The problem: Starting at the top of the records below and ending with the line that contains "position:absolute; left:32px; top:1219px;", print each line exactly as written, skipping the pictures.

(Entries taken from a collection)
[Start of section]
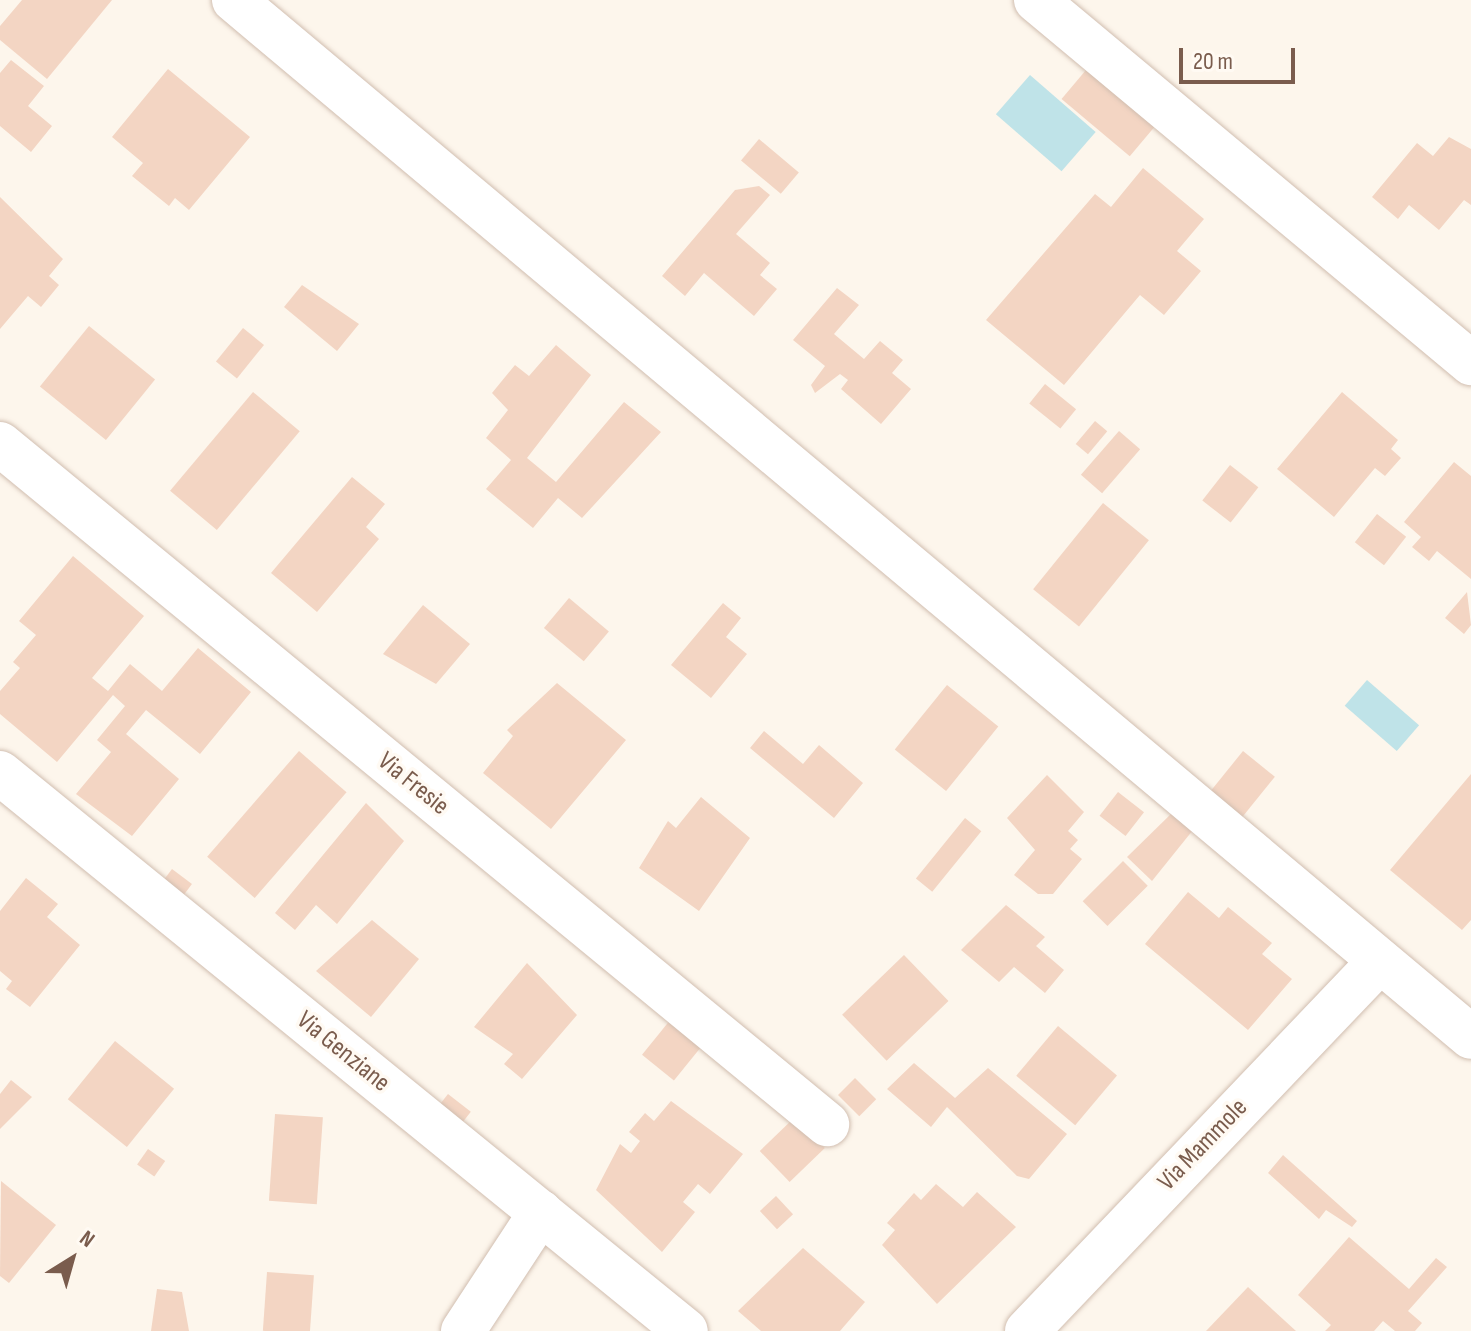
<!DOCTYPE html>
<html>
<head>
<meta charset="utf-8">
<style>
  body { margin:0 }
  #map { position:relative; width:1471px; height:1331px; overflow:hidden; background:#fdf6ec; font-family:"Sofia Sans Condensed",sans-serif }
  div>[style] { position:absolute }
  .water>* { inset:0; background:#bfe3e8; transform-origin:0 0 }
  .building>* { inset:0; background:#f3d5c3; transform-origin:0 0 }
  .roads { filter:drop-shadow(0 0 2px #d1beb0) drop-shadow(0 0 2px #d1beb0) }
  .minor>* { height:44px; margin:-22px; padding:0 22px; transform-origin:22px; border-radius:22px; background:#fff }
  span { translate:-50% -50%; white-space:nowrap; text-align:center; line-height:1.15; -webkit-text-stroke:7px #fffaf3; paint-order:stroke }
  .street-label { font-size:26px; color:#7a5c4d }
  .north { position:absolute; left:32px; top:1219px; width:80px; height:80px; -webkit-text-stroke:6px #fffaf3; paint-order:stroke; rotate:37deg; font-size:22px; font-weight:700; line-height:32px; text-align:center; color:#7a5c4d }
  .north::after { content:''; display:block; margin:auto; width:28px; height:36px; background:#7a5c4d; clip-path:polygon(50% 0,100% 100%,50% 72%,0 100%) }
  .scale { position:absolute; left:1179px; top:48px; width:116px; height:36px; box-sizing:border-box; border:4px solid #7a5c4d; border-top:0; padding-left:10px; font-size:24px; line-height:28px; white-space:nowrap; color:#7a5c4d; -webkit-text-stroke:6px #fffaf3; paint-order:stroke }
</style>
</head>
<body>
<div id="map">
  <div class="water">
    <div style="left:1030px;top:75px;width:87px;height:52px;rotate:41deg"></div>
    <div style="left:1367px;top:680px;width:69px;height:34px;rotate:41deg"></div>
  </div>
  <div class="building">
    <div style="clip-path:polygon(22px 0,112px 0,47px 79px,0 40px,0 26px)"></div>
    <div style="clip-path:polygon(11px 60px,44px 86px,28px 106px,52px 126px,31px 152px,0 126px,0 73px)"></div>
    <div style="clip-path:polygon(168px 69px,250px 137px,189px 210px,175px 198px,169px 206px,132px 176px,143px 163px,112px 137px)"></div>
    <div style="left:1086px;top:70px;width:89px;height:38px;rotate:40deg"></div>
    <div style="clip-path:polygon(1449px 137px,1471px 149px,1471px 205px,1464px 200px,1439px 230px,1409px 205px,1398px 219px,1372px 197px,1417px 143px,1433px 156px)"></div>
    <div style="left:759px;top:139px;width:52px;height:28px;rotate:40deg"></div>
    <div style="clip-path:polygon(1143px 168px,1204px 219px,1177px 251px,1201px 271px,1164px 315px,1140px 295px,1064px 385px,986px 320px,1095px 194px,1111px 207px)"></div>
    <div style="clip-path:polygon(759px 186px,770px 195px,736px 234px,770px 263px,760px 275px,777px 289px,754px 316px,704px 273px,685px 296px,662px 276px,735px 190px)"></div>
    <div style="clip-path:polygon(0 197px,63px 259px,49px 276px,59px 285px,41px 307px,28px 296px,0 329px)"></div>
    <div style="clip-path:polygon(302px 285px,359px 324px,337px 351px,284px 307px)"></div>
    <div style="clip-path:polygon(837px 288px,859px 305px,834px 334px,864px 359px,880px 341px,903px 360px,892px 373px,911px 389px,881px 424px,841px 389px,848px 380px,840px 374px,815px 393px,811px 385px,825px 366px,793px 340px)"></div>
    <div style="left:89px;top:326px;width:85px;height:78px;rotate:39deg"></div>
    <div style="left:243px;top:328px;width:27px;height:43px;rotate:39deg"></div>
    <div style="clip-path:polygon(556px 345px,591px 375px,527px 458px,556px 482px,624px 402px,661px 432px,582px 518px,558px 498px,533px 528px,486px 489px,511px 460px,486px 438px,508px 410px,492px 393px,515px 365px,529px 376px)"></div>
    <div style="left:1045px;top:384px;width:40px;height:25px;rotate:39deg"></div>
    <div style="left:253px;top:392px;width:61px;height:129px;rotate:40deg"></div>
    <div style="clip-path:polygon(1342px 392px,1398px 440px,1391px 449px,1401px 458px,1385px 476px,1375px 468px,1334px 517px,1277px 469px)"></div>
    <div style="left:1095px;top:421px;width:16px;height:30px;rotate:40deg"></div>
    <div style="left:1119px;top:431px;width:28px;height:58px;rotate:41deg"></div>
    <div style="clip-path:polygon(1454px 462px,1471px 476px,1471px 579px,1437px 551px,1429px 561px,1412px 547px,1421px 537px,1404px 522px)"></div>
    <div style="left:1230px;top:465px;width:36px;height:45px;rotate:38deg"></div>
    <div style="clip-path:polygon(352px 477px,385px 504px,366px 527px,379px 539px,317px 612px,271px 573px)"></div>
    <div style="left:1103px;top:503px;width:59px;height:111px;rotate:39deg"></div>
    <div style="left:1377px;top:514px;width:37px;height:36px;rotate:38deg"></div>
    <div style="clip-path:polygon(73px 556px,144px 616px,92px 678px,108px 691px,130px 664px,162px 691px,198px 648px,251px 692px,200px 754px,146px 710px,126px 734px,179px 779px,132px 836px,76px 794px,111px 752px,97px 740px,125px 706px,113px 695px,57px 762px,0 714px,0 691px,20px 668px,13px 662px,36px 635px,19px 621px)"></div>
    <div style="clip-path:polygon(1467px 592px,1471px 625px,1464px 634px,1445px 618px)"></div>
    <div style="left:569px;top:598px;width:52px;height:39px;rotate:40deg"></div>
    <div style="clip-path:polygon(723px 603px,741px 618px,726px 637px,747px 654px,711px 698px,671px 665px)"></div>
    <div style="clip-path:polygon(423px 605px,470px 644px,436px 684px,383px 654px)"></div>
    <div style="clip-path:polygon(557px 683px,626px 740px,551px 829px,483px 773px,513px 736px,507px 730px)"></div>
    <div style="left:947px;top:685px;width:66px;height:83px;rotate:39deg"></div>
    <div style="clip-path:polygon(764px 731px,803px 764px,819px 745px,863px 783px,834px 818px,750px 748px)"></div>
    <div style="left:299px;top:751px;width:63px;height:140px;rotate:41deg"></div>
    <div style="left:1243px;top:751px;width:41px;height:52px;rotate:39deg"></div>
    <div style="clip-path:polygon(1471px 774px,1471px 920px,1462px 930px,1390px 870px)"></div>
    <div style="clip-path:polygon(1047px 775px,1084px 812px,1068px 831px,1078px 840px,1070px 849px,1082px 859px,1053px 894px,1038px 894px,1014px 875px,1035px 850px,1007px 818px)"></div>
    <div style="left:1118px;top:792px;width:33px;height:30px;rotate:38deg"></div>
    <div style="clip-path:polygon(701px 797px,750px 838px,699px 911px,639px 868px,668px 821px,676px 828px)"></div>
    <div style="clip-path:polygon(366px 803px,404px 841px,337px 924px,316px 905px,295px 930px,275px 913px)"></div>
    <div style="clip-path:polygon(1174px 811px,1193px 830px,1152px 881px,1127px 857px)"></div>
    <div style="left:965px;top:818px;width:21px;height:78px;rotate:39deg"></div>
    <div style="left:1123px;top:861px;width:35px;height:57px;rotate:45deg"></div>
    <div style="left:172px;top:869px;width:25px;height:19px;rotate:37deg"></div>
    <div style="clip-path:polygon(26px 878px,58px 904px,47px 917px,80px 945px,30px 1007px,6px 989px,12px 981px,0 971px,0 911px)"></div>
    <div style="clip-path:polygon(1188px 892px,1219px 918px,1228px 907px,1272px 943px,1262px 954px,1292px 979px,1248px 1030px,1145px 944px)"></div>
    <div style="clip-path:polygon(1006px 905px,1045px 937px,1036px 946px,1064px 970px,1045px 993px,1014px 967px,999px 982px,961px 950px)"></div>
    <div style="clip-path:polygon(372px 920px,419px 959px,371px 1017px,316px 971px)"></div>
    <div style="left:904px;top:955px;width:64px;height:86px;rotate:46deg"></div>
    <div style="clip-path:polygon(527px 963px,577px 1015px,522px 1079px,504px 1064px,513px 1054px,474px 1027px)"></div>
    <div style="left:671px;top:1019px;width:41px;height:46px;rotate:39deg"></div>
    <div style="left:1058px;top:1026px;width:77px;height:65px;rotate:40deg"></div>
    <div style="left:115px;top:1041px;width:76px;height:75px;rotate:39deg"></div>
    <div style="clip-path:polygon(914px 1063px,955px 1098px,988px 1068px,1067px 1134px,1029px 1179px,1017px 1176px,947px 1107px,931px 1127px,887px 1089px)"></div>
    <div style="left:855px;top:1078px;width:30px;height:24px;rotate:45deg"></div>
    <div style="clip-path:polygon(11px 1080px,32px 1097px,0 1129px,0 1094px)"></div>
    <div style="left:448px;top:1094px;width:29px;height:13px;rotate:38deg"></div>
    <div style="clip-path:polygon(671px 1101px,743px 1154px,710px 1194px,698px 1184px,683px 1202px,695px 1212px,662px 1252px,596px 1190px,620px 1144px,631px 1153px,640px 1141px,629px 1132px,645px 1113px,654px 1121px)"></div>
    <div style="left:275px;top:1114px;width:48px;height:87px;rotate:4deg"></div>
    <div style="left:795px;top:1117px;width:43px;height:49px;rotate:46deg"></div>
    <div style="left:148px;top:1149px;width:21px;height:19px;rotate:35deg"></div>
    <div style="clip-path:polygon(1283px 1155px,1357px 1221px,1352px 1227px,1326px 1210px,1319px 1219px,1268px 1173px)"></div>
    <div style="clip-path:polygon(1px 1181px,56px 1225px,9px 1283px,0 1276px)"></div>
    <div style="clip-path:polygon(936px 1184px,963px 1207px,977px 1192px,1016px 1227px,937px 1304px,882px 1245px,895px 1230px,887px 1223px,914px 1193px,921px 1200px)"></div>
    <div style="left:776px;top:1196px;width:25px;height:22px;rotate:47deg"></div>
    <div style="clip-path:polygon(1349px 1237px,1409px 1289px,1436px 1258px,1447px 1267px,1408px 1311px,1422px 1323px,1415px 1331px,1395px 1331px,1383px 1321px,1374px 1331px,1325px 1331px,1331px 1325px,1298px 1295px)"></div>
    <div style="clip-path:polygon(803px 1248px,865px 1302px,840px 1331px,761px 1331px,738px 1311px)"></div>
    <div style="left:267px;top:1272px;width:47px;height:59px;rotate:4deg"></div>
    <div style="clip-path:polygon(1248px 1287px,1296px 1331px,1206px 1331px)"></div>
    <div style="clip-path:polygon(157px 1289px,182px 1292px,189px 1331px,151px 1331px)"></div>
  </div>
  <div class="roads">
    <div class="minor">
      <div style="left:234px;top:0;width:1614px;rotate:39.97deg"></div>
      <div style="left:1036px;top:0;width:567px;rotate:39.84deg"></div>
      <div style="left:0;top:444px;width:1071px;rotate:39.43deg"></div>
      <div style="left:0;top:773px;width:884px;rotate:39.13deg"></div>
      <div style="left:463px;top:1331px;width:142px;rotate:-56.8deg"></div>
      <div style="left:1027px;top:1331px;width:511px;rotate:-46.35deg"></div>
    </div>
  </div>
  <div class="street-label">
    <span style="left:413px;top:784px;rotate:39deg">Via Fresie</span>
    <span style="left:343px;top:1052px;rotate:39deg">Via Genziane</span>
    <span style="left:1203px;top:1145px;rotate:-46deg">Via Mammole</span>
  </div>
  <div class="north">N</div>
  <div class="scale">20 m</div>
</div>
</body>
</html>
[End of section]
Response to the task:
<!DOCTYPE html>
<html>
<head>
<meta charset="utf-8">
<style>
  body { margin:0 }
  #map { position:relative; width:1471px; height:1331px; overflow:hidden; background:#fdf6ec; font-family:"Sofia Sans Condensed",sans-serif }
  div>[style] { position:absolute }
  .water>* { inset:0; background:#bfe3e8; transform-origin:0 0 }
  .building>* { inset:0; background:#f3d5c3; transform-origin:0 0 }
  .roads { filter:drop-shadow(0 0 2px #d1beb0) drop-shadow(0 0 2px #d1beb0) }
  .minor>* { height:44px; margin:-22px; padding:0 22px; transform-origin:22px; border-radius:22px; background:#fff }
  span { translate:-50% -50%; white-space:nowrap; text-align:center; line-height:1.15; -webkit-text-stroke:7px #fffaf3; paint-order:stroke }
  .street-label { font-size:26px; color:#7a5c4d }
  .north { position:absolute; left:32px; top:1219px; width:80px; height:80px; -webkit-text-stroke:6px #fffaf3; paint-order:stroke; rotate:37deg; font-size:22px; font-weight:700; line-height:32px; text-align:center; color:#7a5c4d }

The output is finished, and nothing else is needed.